# Minimum number of given moves required to make N divisible by 25 using C++.

C++Server Side ProgrammingProgramming

## Problem statement

Given a number N without leading zeros. The task is to find the minimum number of moves required to make N divisible by 25. At each move, one can swap any two adjacent digits and make sure that at any time number must not contain any leading zeros. If it is not possible to make N divisible by 25 then print -1

If N = 5071 then 4 moves are required to make it divisible by 25

5071 → 5701 → 7501 → 7510 → 7150

## Algorithm

1. Iterate over all pairs of digits in the number.

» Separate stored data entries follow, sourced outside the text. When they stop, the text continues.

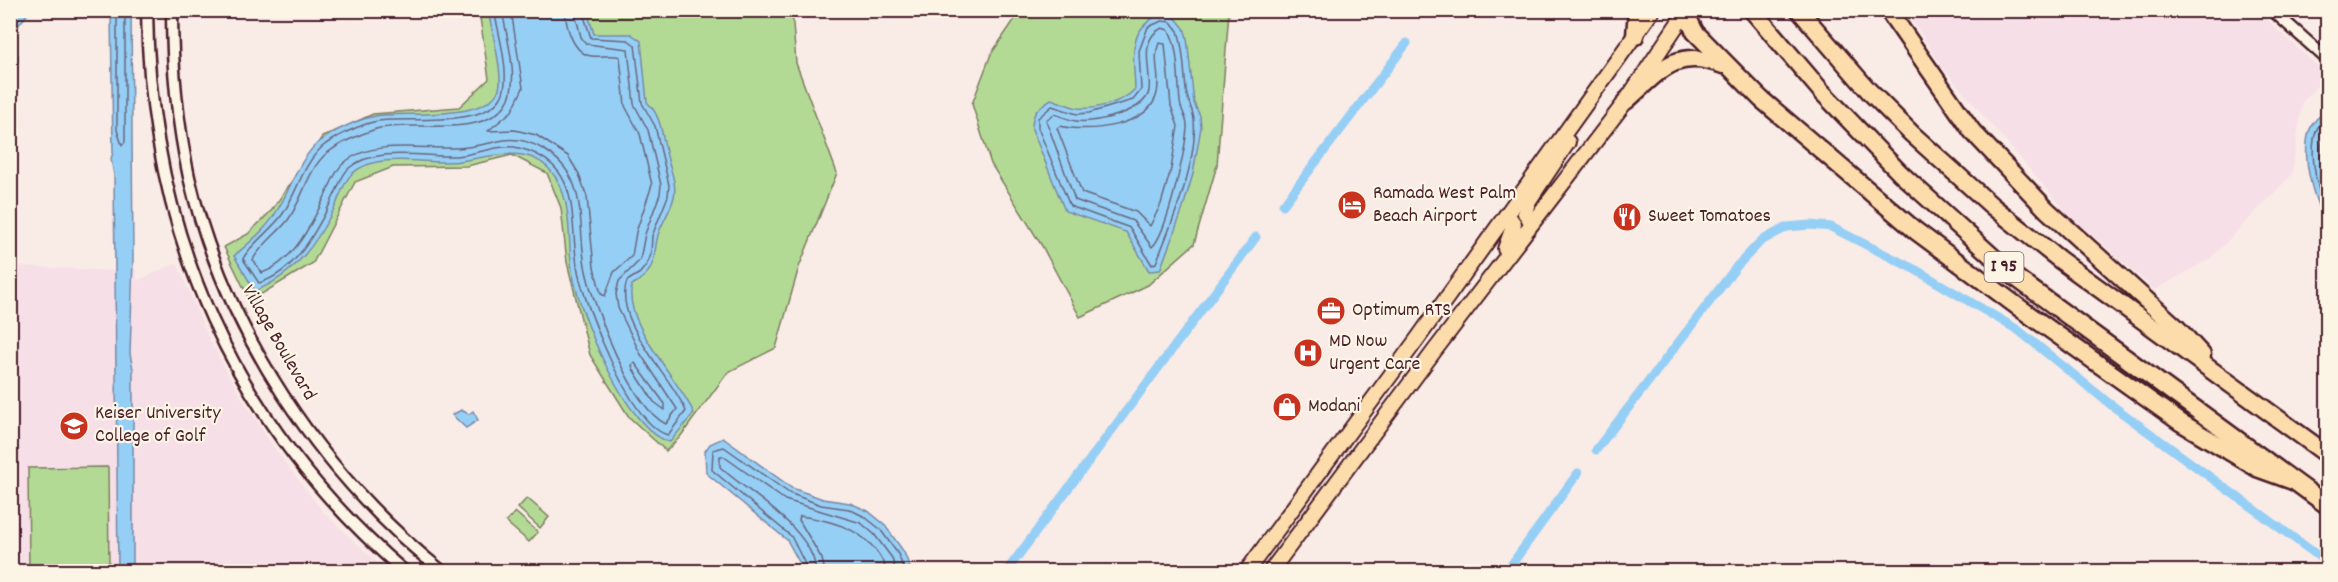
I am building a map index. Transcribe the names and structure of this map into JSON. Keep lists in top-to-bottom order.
{
  "streets": {
    "highway": ["I 95"],
    "street": ["Village Boulevard"]
  },
  "places": {
    "hotel": ["Ramada West Palm Beach Airport"],
    "restaurant": ["Sweet Tomatoes"],
    "office": ["Optimum RTS"],
    "hospital": ["MD Now Urgent Care"],
    "shop": ["Modani"],
    "school or university": ["Keiser University College of Golf"]
  }
}
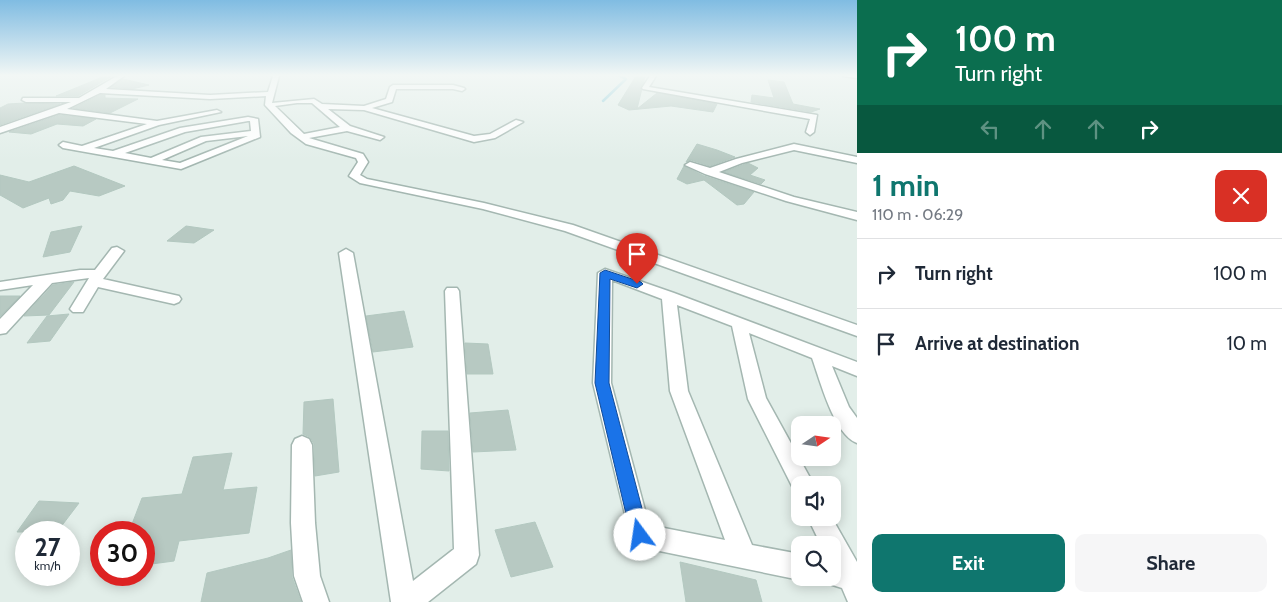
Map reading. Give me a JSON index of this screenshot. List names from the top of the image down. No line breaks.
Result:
{"north":"right","page":{"turn":["100 m","Turn right"],"heading":["1 min","110 m · 06:29"],"list":[{"name":"Turn right","value":"100 m"},{"name":"Arrive at destination","value":"10 m"}],"speed":"27 km/h","limit":"30","buttons":["Exit","Share"]}}
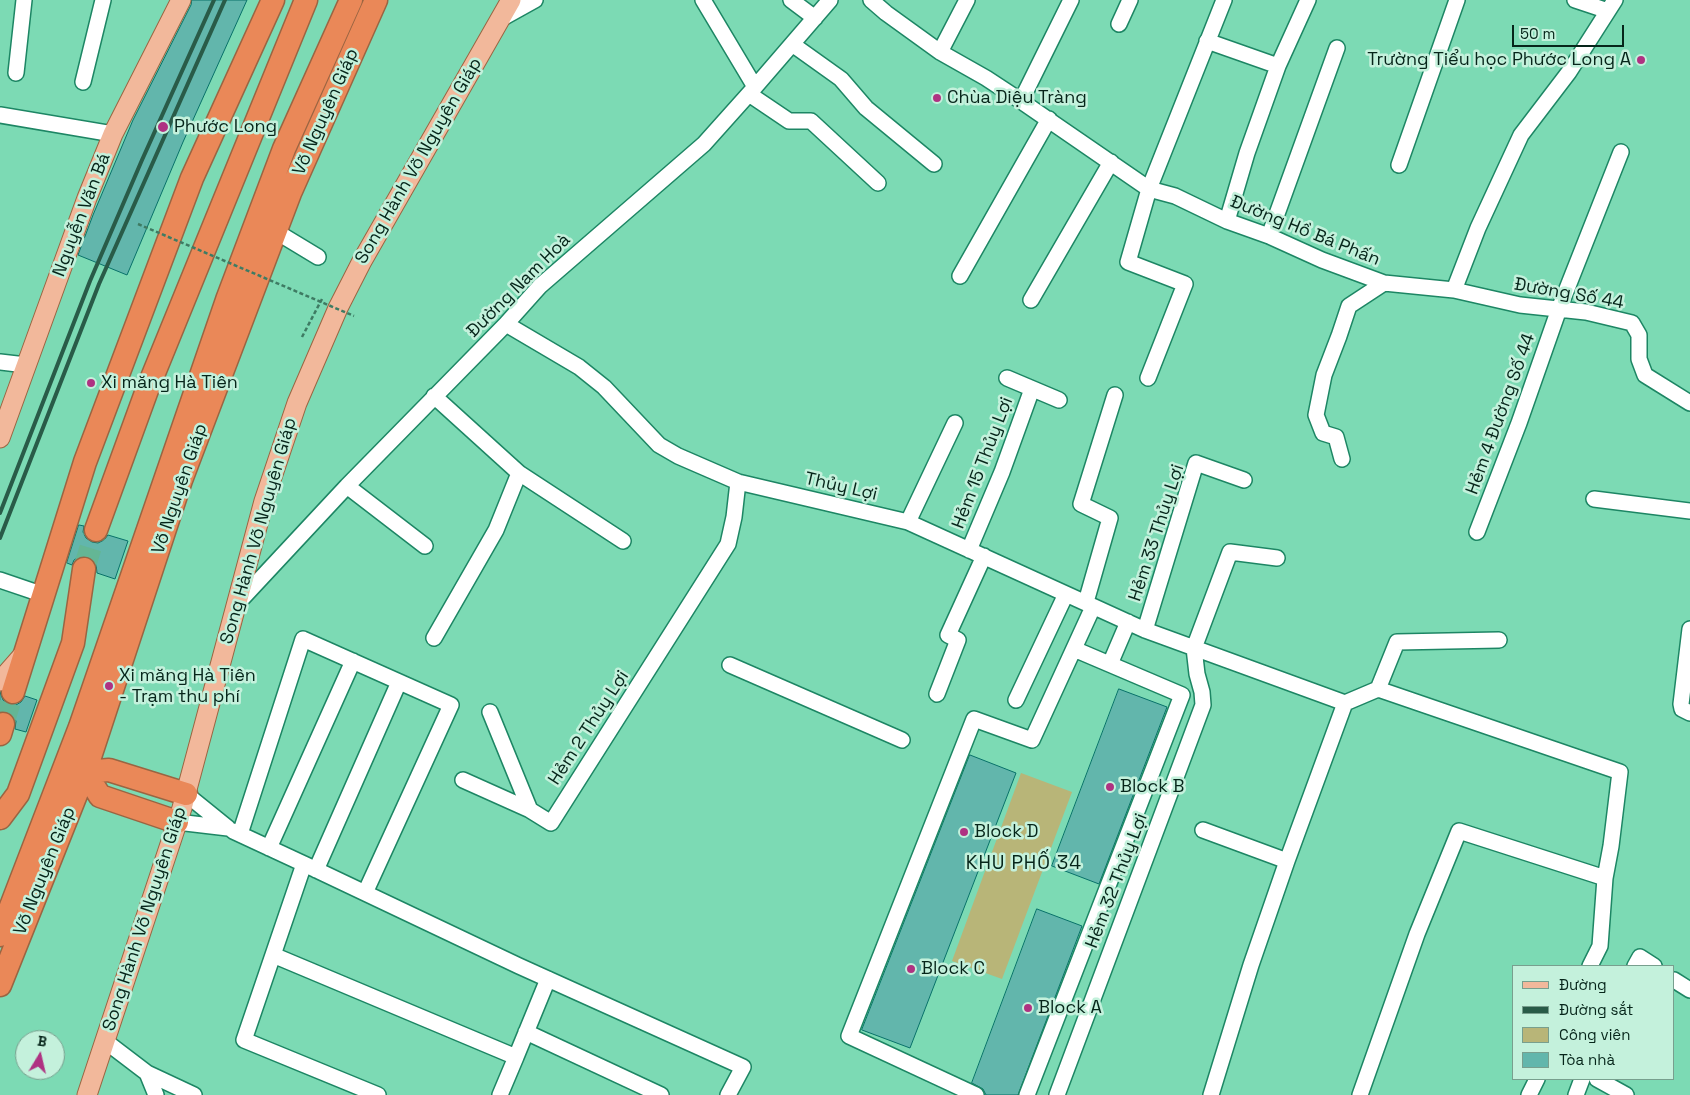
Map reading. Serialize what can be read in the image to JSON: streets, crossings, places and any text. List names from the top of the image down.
{
  "streets": {
    "highway": ["Võ Nguyên Giáp"],
    "main road": ["Song Hành Võ Nguyên Giáp", "Nguyễn Văn Bá"],
    "street": [
      "Đường Hồ Bá Phấn",
      "Đường Nam Hoà",
      "Đường Số 44",
      "Hẻm 4 Đường Số 44",
      "Hẻm 15 Thủy Lợi",
      "Thủy Lợi",
      "Hẻm 33 Thủy Lợi",
      "Hẻm 2 Thủy Lợi",
      "Hẻm 32 Thủy Lợi"
    ]
  },
  "crossings": [
    ["Song Hành Võ Nguyên Giáp", "Đường Nam Hoà"],
    ["Đường Hồ Bá Phấn", "Đường Số 44"],
    ["Đường Nam Hoà", "Thủy Lợi"],
    ["Đường Số 44", "Hẻm 4 Đường Số 44"],
    ["Hẻm 15 Thủy Lợi", "Thủy Lợi"],
    ["Thủy Lợi", "Hẻm 33 Thủy Lợi"],
    ["Thủy Lợi", "Hẻm 2 Thủy Lợi"],
    ["Thủy Lợi", "Hẻm 32 Thủy Lợi"]
  ],
  "districts": ["KHU PHỐ 34"],
  "places": [
    "Trường Tiểu học Phước Long A",
    "Chùa Diệu Tràng",
    "Phước Long",
    "Xi măng Hà Tiên",
    "Xi măng Hà Tiên - Trạm thu phí",
    "Block B",
    "Block D",
    "Block C",
    "Block A"
  ],
  "legend": [
    "Đường",
    "Đường sắt",
    "Công viên",
    "Tòa nhà"
  ],
  "scale_bar": "50 m",
  "north": "top"
}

Let the first digit in the pair is at position ‘i’ and the second is at position ‘j’.
2. Place these digits to the last two positions in the number
3. If the number has a leading zero. Find the leftmost nonzero digit and move it to the first position.
4. If the current number is divisible by 25 then update the answer with the number of swaps

## Example

#include <iostream>
#include <algorithm>
#include <string>
#include <climits>
using namespace std;
int requiredMoves(long long n){
string str = to_string(n);
int ans = INT_MAX;
int len = str.size();
for (int i = 0; i < len; ++i) {
for (int j = 0; j < len; ++j) {
if (i == j)
continue;
string temp = str;
int cnt = 0;
for (int k = i; k < len - 1; ++k) {
swap(temp[k], temp[k + 1]);
++cnt;
}
for (int k = j - (j > i); k < len - 2; ++k) {
swap(temp[k], temp[k + 1]);
++cnt;
}
int pos = -1;
for (int k = 0; k < len; ++k) {
if (temp[k] != '0') {
pos = k;
break;
}
}
for (int k = pos; k > 0; --k) {
swap(temp[k], temp[k - 1]);
++cnt;
}
long long num = atoll(temp.c_str());
if (num % 25 == 0)
ans = min(ans, cnt);
}
}
if (ans == INT_MAX)
return -1;
return ans;
}
int main(){
int n = 5071;
cout << "Minimum required moves: " << requiredMoves(n) << endl;
return 0;
}

## Output

When you compile and execute the above program. It generates the following output −

Minimum required moves: 4
Updated on 31-Oct-2019 06:52:07